Make Lint

https://travis-ci.com/cheshirekow/makelint.svg?branch=master https://readthedocs.org/projects/makelint/badge/?version=latest

A highly-compatible “build” system for linting python files.

Installation

Install with pip

The easiest way to install makelint is from pypi.org using pip. For example:

pip install makelint

If you’re on a linux-type system (such as ubuntu) the above command might not work if it would install into a system-wide location. If that’s what you really want you might need to use sudo, e.g.:

sudo pip install makelint

In general though I wouldn’t really recommend doing that though since things can get pretty messy between your system python distributions and your pip managed directories. Alternatively you can install it for your user with:

pip install --user makelint

which I would probably recommend for most users.

Install from source

You can also install from source with pip. You can download a release package from github and then install it directly with pip. For example:

pip install v0.1.0.tar.gz

Note that the release packages are automatically generated from git tags which are the same commit used to generate the corresponding version package on pypi.org. So whether you install a particular version from github or pypi shouldn’t matter.

Pip can also install directly from github. For example:

pip install git+https://github.com/cheshirekow/makelint.git

If you wish to test a pre-release or dev package from a branch called foobar you can install it with:

pip install "git+https://github.com/cheshirekow/makelint.git@v0.1.0"

Design

Discovery/Indexing

The first phase is discovery and indexing. This is done at build time, rather than configure-time, because, let’s face it, your build system already suffers from enough configure time bloat. Also, as mentioned above, this supports an opt-out system.

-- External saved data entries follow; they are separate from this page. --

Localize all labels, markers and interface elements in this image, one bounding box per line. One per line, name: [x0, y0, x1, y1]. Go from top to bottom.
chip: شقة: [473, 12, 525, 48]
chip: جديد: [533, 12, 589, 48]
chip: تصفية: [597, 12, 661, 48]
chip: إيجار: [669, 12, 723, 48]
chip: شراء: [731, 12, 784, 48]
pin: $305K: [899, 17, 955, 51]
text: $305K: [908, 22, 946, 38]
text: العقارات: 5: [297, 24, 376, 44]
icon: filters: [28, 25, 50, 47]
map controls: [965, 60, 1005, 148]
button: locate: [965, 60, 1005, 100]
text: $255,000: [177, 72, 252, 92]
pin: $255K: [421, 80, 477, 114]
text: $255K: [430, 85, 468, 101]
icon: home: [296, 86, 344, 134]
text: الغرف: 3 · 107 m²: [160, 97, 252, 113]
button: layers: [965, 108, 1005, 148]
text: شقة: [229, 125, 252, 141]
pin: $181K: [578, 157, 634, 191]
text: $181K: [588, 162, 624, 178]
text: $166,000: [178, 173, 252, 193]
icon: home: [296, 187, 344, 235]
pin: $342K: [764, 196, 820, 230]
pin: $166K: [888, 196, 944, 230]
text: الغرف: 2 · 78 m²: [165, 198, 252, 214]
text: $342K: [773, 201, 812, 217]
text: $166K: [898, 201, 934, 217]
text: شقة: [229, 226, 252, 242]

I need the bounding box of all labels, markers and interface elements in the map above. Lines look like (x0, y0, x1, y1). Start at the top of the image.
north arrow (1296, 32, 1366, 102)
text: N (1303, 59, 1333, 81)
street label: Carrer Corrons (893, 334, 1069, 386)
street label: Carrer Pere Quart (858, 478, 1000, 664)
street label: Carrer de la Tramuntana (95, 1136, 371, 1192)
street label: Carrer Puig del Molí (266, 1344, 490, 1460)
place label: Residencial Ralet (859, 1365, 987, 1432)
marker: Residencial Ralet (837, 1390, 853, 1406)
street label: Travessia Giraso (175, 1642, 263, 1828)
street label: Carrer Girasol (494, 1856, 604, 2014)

The discovery step performs a filesystem walk in order to build up an index of files to be checked. You can use a configuration file or command line options to setup inclusion and exclusion filters for the discovery process. In general, though, each directory that is scanned produces a list of files to lint. If the timestamp of a tracked directory changes, it is rescanned for new files, or new directories.

The output of the discovery phase is a manifest file per-directory tracked. The creation of this manifest depends on the modification time of the directory it corresponds to and will be re-built if the directory is changed. If a new subdirectory is added, the system will recursively index that new directory. If a directory is removed, it will recursively purge that directory from the manifest index.

Content Digest

The second phase is content summary and digest creation. The sha1 of each tracked file is computed and stored in a digest file (one per source file). The digest file depends on the modification time of the source file.

Dependency Inference

The third phase is dependency inference. During this phase each tracked source file is indexed to get a complete dependency footprint. Note that this is done by importing each module file in a clean interpreter process, and then inspecting the __file__ attribute of all modules loaded by interpreter. Note that this has a couple of implications:

  • Dynamically loaded modules may not be discovered as dependencies
  • Any import work will increase the runtime of this phase

The outputs for this phase is a dependency manifest: one per source file. The manifest contains a list of files that are dependencies. The dependencies of this manifest are the modification times of the digest sidecar file for each of the source file itself, as well as all of it’s dependencies. If any of these digest files are modified, the manifest is rebuilt. There is a fastpath, however, in that if none of the digests themselves have changed the manifest modification time is updated but the dependency scan is skipped.

Executing tools

Once the depency footprints are updated we can finally start executing the actual tools. There are two outputs of a tool execution : a stampfile (one per source file) and a logfile. The stampfile is skipped on failure and the logfile is removed on success.

Usage

usage:
pymakelint [-h] [-v] [-l {debug,info,warning,error}] [--dump-config]
           [-c CONFIG_FILE] [<config-overrides> [...]]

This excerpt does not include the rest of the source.